Appellate judges say Multnomah County Circuit Court erred in preliminary ruling on anti-abortion group's 2016 campaign mailers targeting the former state representative.

(mattwingard.com)

The fallout from a bitter 2016 Oregon House primary continues.

Following his loss in that Republican primary for House District 26, which covers parts of Clackamas, Washington and Yamhill counties, former state Rep. Matt Wingard (R-Wilsonville) sued Oregon Right to Life and the Oregon Family Council over campaign mailers that Wingard said made "false statements about [Wingard's] prior sexual relationship with a legislative aide."

Wingard was attempting a comeback in 2016 after leaving the Legislature. He  served two sessions in the 2009 and 2011 sessions, rising to the position of deputy minority leader.

He gave up his seat after WW reported allegations in 2012 from a former staffer who said that he'd given her alcohol before she turned 21 and pressured her into a sexual relationship. (Wingard said the relationship was consensual.)

Related: A Violation of Trust? A former legislative aide accuses a lawmaker of sexual misconduct.

As the defamation case moved forward in 2016, attorneys representing Oregon Right to Life and the Oregon Family Council moved to strike Wingard's lawsuit, filing what is known as an anti-SLAPP motion ("SLAPP" stands for "strategic lawsuits against public participation").

In effect, Right to Life and Oregon Family Council were arguing that Wingard was using the courts to quell legitimate political speech.

Multnomah County Judge Adrienne Nelson (whom Gov.

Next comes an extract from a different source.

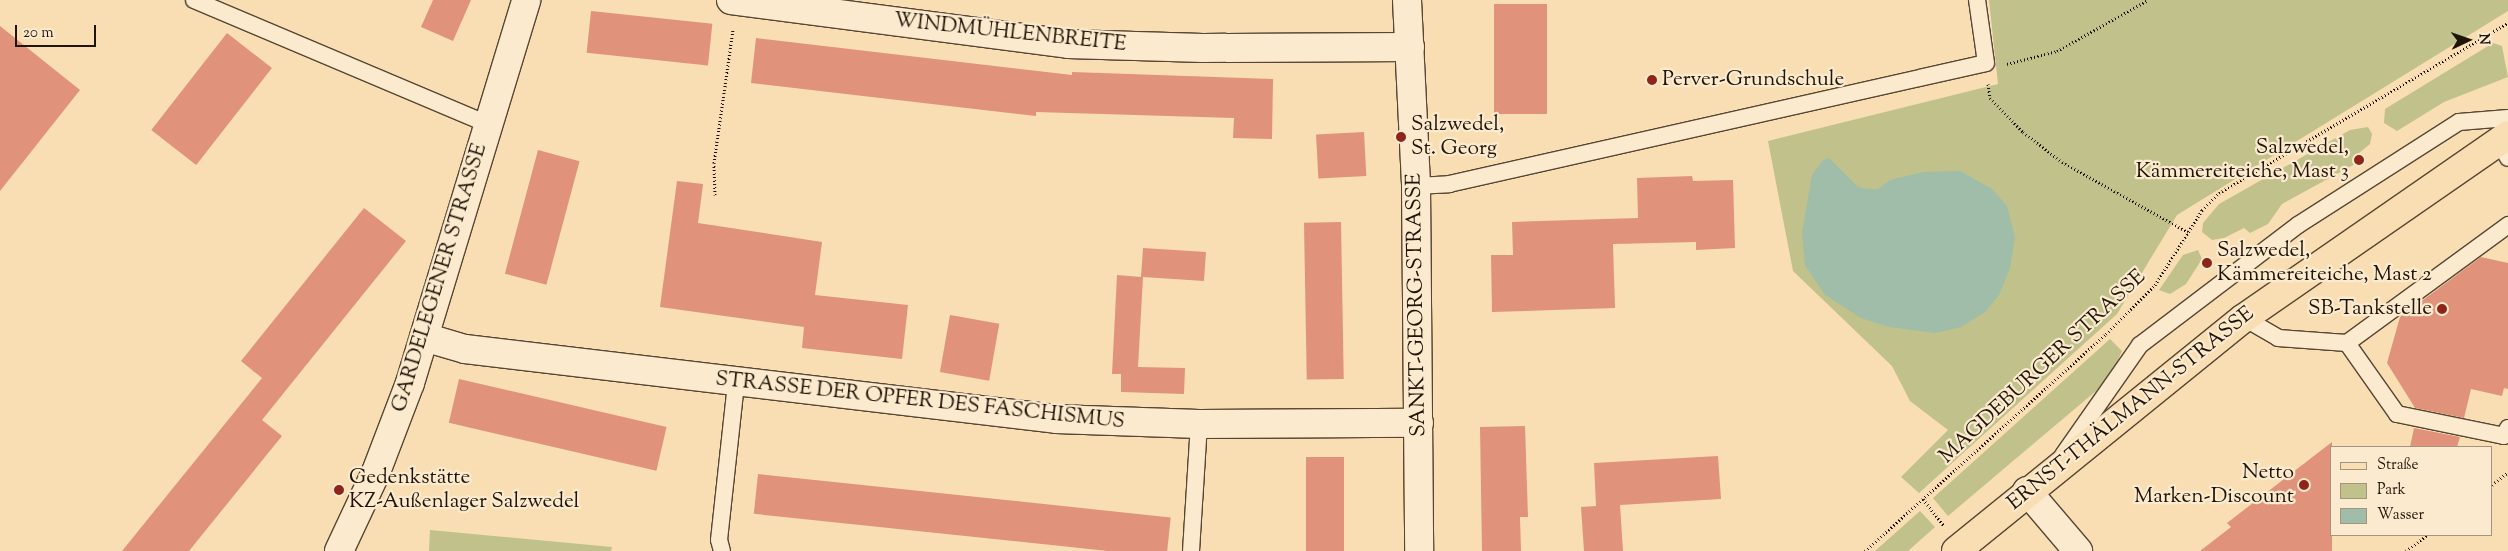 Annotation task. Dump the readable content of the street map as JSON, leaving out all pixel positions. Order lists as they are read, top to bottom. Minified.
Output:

Kate Brown appointed to the Oregon Supreme Court in January) ruled against Right to Life's ant-SLAPP motion, which meant Wingard's lawsuit could move forward.

Right to Life  and the Oregon Family Council then appealed Nelson's ruling.

On Feb. 28, the Oregon Court of Appeals reversed a reversed Nelson's decision. The court found that Wingard had failed to meet the necessary threshold of proving that, should the case move forward, he would be able to prove "actual malice," i.e. that Right to Life not only published material that was false but they knowingly did so.

“The problem is that plaintiff has failed to present sufficient evidence from which a reasonable fact-finder could find that defendants knew that those
assertions (including the description of the relationship as “pressured”) were false (or acted with reckless disregard as to their falsity) at the time that defendants published their statements,” reads the opinion, which was written by Court of Appeals Judge Chris Garrett.
(Garrett served in the Legislature as a Democratic member of the House in 2009 and 2011 alongside Wingard. A third member of the 2011 Oregon House, former state Rep. Shawn Lindsay (R-Hillsboro), served as trial counsel for Oregon Right to Life and Oregon Family Council.)
Tom Rask, Wingard’s attorney called the decision “disappointing.”

"Rep. Wingard has always denied any wrongdoing," Rask says. We believe the evidence we provided the trial court proves that defendants recklessly disregarded the truth. We're now considering our options."

The case now heads back to Multnomah County Circuit Court for reconsideration.